Como el narrador de Berenice, Poe sostenía que sus pasiones «siempre fueron mentales». No obstante, en su obra dejó abundantes datos biográficos y, en lo que respecta a las mujeres, fue muy explícito. No solo en Ligeia, donde se representa a Virginia Clemm y con ella el anhelo de impedir la muerte de una esposa joven, o incluso de una madre joven (siempre por la misma dolencia), recordando a Exeter en Enrique V: «Mi madre toda me entró por los ojos / y se me derramaron las lágrimas». En El cuervo la amada fallecida se llama Leonore, un nombre relativamente común a mediados del XIX, referencia al poema gótico de Bürger; se produce con Leonore un hecho insólito: el narrador se pregunta, además de si el bálsamo de Judea será suficiente para curar el dolor, acerca del más allá.
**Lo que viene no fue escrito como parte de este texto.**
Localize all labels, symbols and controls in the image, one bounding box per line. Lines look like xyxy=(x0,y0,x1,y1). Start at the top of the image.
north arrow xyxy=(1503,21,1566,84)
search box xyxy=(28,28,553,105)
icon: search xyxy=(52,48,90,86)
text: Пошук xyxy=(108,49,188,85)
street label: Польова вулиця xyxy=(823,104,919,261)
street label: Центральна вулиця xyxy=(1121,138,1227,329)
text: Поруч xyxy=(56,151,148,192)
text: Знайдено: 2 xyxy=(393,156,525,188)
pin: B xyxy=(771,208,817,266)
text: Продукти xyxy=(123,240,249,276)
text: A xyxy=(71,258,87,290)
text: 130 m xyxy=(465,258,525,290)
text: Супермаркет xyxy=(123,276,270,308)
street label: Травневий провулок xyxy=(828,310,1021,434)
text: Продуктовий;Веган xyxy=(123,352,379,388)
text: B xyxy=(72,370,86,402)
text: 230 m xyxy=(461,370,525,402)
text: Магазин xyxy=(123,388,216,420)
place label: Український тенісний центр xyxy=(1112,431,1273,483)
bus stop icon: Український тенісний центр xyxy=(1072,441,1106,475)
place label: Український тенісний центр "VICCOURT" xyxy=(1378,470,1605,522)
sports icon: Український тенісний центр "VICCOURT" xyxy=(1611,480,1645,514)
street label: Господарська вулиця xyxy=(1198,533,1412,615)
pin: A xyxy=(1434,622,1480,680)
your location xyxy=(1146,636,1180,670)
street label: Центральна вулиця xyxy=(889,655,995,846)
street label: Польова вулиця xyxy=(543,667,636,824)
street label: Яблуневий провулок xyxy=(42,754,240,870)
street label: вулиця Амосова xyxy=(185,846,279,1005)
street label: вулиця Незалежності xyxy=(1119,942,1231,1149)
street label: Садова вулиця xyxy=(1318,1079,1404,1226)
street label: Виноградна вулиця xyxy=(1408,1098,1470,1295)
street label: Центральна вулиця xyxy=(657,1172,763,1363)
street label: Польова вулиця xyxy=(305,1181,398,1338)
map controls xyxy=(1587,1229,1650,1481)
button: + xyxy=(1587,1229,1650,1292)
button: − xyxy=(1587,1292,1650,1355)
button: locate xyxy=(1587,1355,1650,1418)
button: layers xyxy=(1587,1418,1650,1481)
Si el cuervo se ha cruzado con ella en el paraíso, si los ángeles (lejanos, que diría Rilke) emplearán con él la droga del olvido para arrancarle los recuerdos. Con el Nevermore sentencioso, el pájaro puede anunciar que nunca más la verá (porque él o ella están condenados), que nunca más se recuperará de la pérdida. O tal vez es Poe negando la pérdida de Virginia. O quizá la renuncia del escritor a un nuevo amor. En todo caso, una negación desmentida por sus actos en la vida real.